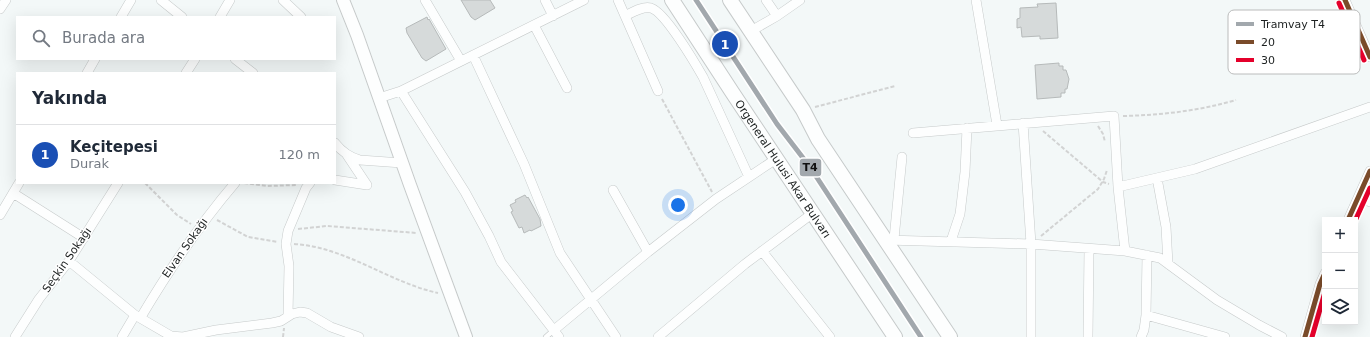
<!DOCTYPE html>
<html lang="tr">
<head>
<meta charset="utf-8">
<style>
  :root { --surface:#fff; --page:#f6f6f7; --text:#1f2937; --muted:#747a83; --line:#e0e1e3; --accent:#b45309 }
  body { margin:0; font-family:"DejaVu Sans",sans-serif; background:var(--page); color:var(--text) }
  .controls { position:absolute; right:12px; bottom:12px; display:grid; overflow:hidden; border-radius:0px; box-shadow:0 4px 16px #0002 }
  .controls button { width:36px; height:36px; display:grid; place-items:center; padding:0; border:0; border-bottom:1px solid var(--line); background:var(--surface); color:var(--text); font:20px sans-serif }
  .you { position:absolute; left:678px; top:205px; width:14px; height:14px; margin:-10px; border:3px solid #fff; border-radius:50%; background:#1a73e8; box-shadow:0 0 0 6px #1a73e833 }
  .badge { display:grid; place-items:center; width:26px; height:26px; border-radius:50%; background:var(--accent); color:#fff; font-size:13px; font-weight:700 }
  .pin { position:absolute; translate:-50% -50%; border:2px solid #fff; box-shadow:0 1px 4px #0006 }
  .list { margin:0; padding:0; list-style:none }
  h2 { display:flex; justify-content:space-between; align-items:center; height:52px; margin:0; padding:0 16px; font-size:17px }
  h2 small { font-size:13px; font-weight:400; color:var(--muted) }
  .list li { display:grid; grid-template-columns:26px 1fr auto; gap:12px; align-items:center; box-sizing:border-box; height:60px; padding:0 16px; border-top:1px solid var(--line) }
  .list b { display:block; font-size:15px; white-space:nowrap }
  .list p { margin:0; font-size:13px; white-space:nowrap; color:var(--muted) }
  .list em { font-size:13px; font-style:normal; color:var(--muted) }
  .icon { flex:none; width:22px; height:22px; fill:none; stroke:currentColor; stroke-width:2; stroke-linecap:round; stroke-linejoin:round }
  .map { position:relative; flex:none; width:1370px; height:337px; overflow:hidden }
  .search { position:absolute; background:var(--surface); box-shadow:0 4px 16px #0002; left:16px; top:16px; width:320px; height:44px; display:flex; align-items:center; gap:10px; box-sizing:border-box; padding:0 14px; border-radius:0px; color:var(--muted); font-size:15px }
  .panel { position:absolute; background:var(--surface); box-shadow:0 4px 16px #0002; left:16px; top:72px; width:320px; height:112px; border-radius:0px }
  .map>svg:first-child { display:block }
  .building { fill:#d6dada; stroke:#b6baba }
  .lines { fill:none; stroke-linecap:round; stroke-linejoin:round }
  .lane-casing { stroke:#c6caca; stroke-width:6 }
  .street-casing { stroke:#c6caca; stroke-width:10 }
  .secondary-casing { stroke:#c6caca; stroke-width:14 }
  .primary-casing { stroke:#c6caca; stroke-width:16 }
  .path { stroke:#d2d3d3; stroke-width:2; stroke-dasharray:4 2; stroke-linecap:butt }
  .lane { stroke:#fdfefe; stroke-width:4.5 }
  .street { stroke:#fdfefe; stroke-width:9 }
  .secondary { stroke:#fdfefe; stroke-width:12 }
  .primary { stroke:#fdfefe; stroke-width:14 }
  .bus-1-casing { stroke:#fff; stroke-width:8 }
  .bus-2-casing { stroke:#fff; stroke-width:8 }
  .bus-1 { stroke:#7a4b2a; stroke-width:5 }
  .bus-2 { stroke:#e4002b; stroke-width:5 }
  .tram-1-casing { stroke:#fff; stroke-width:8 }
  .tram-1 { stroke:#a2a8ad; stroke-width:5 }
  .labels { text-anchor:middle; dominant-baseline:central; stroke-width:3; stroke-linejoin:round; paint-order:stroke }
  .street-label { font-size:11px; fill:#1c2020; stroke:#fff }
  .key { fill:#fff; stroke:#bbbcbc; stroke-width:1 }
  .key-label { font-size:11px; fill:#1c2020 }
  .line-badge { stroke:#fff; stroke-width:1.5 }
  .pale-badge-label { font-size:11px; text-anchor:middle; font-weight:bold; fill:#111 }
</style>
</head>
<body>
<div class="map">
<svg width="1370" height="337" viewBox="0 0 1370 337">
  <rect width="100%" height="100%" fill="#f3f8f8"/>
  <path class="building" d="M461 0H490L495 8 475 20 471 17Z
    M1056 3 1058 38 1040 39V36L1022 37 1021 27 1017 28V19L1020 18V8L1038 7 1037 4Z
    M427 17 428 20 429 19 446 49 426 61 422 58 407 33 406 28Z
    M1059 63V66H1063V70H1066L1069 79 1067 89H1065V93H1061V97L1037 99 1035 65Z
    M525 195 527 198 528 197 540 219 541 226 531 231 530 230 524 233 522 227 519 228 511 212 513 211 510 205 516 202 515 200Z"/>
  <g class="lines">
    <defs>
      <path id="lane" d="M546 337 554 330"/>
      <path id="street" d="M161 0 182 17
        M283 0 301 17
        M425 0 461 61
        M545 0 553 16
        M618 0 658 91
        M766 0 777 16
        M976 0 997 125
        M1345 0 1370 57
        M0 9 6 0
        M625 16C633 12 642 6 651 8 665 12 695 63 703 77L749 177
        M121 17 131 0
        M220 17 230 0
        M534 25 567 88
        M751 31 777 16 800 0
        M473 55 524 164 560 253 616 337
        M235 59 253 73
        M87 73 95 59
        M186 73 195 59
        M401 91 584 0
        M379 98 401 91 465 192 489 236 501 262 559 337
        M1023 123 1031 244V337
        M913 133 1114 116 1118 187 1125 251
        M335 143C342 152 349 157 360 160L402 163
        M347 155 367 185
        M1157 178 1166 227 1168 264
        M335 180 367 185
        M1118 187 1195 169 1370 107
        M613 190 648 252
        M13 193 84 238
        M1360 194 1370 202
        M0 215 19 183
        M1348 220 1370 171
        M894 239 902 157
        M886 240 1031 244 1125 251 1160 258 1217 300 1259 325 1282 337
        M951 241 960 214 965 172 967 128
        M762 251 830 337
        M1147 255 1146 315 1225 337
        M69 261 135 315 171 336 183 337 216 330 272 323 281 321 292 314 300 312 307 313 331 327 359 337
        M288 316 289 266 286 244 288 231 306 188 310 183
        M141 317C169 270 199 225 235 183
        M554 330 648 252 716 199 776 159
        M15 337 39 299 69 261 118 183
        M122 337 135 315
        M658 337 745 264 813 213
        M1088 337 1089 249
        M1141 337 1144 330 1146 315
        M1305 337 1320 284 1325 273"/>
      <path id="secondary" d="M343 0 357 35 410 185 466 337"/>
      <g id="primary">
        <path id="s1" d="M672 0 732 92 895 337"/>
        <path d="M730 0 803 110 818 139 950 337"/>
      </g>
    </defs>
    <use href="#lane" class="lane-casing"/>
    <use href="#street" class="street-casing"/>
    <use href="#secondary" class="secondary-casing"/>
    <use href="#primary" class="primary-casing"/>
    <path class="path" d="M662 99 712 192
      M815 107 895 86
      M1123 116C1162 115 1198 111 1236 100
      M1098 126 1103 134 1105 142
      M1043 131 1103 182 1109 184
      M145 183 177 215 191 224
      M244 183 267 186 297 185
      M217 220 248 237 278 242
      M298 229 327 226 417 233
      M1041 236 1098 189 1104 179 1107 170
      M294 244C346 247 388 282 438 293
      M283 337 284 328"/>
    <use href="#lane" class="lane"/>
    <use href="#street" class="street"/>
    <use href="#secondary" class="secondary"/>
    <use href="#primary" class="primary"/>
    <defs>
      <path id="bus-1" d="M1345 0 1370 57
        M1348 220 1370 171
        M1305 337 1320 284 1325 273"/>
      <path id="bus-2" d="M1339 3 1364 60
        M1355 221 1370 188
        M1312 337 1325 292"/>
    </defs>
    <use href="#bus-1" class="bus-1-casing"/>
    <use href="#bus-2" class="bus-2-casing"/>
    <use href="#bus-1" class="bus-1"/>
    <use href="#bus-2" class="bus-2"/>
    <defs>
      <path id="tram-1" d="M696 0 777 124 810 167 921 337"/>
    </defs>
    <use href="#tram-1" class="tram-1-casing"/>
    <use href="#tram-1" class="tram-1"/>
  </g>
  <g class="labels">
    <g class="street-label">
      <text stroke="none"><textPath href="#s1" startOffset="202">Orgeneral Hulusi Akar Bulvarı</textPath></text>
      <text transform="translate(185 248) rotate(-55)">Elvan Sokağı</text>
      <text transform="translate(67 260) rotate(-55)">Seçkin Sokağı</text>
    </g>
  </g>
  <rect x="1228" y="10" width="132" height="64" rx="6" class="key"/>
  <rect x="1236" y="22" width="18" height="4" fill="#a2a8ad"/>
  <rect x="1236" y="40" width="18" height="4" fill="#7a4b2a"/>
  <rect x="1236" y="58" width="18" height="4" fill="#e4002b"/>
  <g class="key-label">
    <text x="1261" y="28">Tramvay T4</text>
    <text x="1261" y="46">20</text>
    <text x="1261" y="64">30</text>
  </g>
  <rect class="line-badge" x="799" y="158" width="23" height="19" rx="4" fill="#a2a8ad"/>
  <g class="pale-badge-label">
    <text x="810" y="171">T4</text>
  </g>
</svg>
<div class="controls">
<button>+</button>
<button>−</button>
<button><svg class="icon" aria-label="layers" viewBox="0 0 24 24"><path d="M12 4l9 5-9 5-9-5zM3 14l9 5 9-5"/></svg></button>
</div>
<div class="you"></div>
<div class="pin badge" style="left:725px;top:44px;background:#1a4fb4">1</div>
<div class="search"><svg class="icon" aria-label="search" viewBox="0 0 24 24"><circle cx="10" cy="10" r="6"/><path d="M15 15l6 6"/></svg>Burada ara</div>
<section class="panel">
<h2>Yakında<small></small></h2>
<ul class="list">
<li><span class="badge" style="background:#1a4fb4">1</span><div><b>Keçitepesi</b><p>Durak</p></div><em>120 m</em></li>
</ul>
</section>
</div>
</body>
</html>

+---+

What lines in the data hold the word "rect"? Return them.

**Your solution:**
  <rect width="100%" height="100%" fill="#f3f8f8"/>
  <rect x="1228" y="10" width="132" height="64" rx="6" class="key"/>
  <rect x="1236" y="22" width="18" height="4" fill="#a2a8ad"/>
  <rect x="1236" y="40" width="18" height="4" fill="#7a4b2a"/>
  <rect x="1236" y="58" width="18" height="4" fill="#e4002b"/>
  <rect class="line-badge" x="799" y="158" width="23" height="19" rx="4" fill="#a2a8ad"/>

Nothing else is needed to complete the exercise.